BEGIN Material provided
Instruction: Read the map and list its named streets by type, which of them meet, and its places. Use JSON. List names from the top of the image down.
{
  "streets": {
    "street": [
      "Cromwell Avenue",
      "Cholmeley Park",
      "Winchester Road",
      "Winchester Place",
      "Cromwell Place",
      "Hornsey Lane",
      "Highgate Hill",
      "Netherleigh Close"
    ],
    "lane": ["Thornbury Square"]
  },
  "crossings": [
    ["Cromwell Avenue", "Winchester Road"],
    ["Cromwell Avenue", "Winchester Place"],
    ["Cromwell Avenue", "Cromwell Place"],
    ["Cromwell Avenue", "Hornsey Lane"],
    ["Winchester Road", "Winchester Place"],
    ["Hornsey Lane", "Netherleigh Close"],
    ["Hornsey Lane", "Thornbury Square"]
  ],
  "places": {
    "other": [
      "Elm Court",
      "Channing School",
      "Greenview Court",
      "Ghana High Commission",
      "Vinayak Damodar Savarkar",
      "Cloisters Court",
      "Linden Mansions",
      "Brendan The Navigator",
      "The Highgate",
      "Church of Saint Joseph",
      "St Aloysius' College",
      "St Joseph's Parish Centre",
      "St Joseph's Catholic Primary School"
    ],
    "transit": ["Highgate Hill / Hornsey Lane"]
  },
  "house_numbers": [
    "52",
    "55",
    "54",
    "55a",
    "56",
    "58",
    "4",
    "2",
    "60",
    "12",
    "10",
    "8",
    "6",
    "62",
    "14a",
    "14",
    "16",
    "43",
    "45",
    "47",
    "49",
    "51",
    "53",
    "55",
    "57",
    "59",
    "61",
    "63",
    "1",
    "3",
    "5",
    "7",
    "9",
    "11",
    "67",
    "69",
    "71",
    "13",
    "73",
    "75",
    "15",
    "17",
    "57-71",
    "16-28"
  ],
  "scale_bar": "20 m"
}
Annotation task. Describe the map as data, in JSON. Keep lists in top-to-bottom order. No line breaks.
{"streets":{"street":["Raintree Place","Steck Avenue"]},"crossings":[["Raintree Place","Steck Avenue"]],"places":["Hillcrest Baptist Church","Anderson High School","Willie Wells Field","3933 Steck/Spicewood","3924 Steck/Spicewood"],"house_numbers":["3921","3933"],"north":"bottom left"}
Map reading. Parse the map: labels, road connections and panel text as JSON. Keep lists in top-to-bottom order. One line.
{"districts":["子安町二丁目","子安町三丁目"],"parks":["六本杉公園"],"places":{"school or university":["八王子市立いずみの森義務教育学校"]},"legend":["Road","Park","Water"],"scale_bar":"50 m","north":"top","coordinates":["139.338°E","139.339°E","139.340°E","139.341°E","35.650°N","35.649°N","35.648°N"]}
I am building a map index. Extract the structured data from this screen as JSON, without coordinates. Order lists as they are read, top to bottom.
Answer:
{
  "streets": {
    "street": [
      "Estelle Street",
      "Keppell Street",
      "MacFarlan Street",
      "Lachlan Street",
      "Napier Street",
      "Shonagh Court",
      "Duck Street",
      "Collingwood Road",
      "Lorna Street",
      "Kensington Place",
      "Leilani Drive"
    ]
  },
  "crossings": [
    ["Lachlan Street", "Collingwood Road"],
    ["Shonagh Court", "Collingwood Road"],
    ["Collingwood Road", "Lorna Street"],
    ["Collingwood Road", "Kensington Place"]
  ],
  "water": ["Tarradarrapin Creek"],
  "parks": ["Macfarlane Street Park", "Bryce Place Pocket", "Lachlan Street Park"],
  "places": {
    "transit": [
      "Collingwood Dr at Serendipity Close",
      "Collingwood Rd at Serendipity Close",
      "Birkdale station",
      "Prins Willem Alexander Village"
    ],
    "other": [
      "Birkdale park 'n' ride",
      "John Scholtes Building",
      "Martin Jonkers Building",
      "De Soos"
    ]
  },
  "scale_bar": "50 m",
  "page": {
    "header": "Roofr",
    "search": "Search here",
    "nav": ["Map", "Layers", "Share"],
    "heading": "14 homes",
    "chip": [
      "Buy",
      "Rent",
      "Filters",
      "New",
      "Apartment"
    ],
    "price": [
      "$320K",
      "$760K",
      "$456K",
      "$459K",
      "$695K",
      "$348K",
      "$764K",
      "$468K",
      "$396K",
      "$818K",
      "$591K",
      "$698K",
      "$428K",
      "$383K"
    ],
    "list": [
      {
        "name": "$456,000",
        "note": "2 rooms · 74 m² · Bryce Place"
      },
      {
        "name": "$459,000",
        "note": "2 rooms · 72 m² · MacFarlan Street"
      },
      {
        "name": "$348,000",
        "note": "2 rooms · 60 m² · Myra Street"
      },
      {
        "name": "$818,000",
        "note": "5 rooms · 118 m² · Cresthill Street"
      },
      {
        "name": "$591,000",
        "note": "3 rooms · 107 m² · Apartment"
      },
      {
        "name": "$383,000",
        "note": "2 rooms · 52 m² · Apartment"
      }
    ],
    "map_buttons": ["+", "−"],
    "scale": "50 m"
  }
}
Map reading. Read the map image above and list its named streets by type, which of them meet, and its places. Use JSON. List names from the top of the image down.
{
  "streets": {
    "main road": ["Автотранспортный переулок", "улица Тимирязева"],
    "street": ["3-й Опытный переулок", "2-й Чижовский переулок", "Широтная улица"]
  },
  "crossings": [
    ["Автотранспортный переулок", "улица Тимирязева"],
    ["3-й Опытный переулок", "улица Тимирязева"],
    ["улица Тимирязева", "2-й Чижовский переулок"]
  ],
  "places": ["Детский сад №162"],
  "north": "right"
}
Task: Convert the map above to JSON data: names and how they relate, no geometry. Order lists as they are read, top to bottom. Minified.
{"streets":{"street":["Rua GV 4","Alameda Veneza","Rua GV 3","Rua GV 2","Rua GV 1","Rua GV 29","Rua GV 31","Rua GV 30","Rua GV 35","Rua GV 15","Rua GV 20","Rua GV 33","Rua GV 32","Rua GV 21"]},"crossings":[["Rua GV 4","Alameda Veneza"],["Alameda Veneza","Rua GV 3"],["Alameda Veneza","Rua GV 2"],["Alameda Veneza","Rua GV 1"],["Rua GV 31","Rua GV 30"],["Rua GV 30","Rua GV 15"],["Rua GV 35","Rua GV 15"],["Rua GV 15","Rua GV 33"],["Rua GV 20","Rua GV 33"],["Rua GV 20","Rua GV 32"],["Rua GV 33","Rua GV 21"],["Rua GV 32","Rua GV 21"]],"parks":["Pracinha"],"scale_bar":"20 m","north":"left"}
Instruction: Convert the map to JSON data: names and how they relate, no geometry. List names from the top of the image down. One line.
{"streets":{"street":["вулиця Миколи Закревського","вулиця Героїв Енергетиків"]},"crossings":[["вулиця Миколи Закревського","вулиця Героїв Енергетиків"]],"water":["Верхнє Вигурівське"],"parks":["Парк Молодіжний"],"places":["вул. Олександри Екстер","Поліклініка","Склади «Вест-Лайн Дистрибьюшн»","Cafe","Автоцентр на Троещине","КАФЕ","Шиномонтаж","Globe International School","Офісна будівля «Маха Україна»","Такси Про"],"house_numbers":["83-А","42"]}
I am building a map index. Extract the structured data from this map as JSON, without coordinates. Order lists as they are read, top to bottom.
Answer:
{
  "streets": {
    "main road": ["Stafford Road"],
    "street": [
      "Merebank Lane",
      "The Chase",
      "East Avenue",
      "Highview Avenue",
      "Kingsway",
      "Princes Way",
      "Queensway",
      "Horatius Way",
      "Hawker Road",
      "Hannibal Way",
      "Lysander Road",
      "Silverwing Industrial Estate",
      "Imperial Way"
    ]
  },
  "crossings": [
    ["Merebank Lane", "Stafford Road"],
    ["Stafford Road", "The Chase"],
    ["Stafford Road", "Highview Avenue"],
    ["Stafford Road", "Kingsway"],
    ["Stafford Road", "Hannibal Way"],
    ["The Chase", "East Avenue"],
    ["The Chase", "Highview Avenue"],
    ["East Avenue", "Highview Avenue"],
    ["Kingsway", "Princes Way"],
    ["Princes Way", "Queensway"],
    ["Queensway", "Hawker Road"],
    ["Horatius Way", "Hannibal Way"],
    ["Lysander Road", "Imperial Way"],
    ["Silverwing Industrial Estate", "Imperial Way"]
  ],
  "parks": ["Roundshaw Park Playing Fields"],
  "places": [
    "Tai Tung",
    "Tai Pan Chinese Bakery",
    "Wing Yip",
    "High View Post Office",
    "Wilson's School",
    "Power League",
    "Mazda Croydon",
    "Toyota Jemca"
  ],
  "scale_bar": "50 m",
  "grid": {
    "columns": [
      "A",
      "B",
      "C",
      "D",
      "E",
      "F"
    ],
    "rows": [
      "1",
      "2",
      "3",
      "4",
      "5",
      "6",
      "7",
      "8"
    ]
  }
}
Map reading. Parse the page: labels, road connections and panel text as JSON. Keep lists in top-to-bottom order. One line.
END Material provided
→ **Assigned task**
Count every line of the material above that holds the string "this", then state only the total.

→ **Result below**
2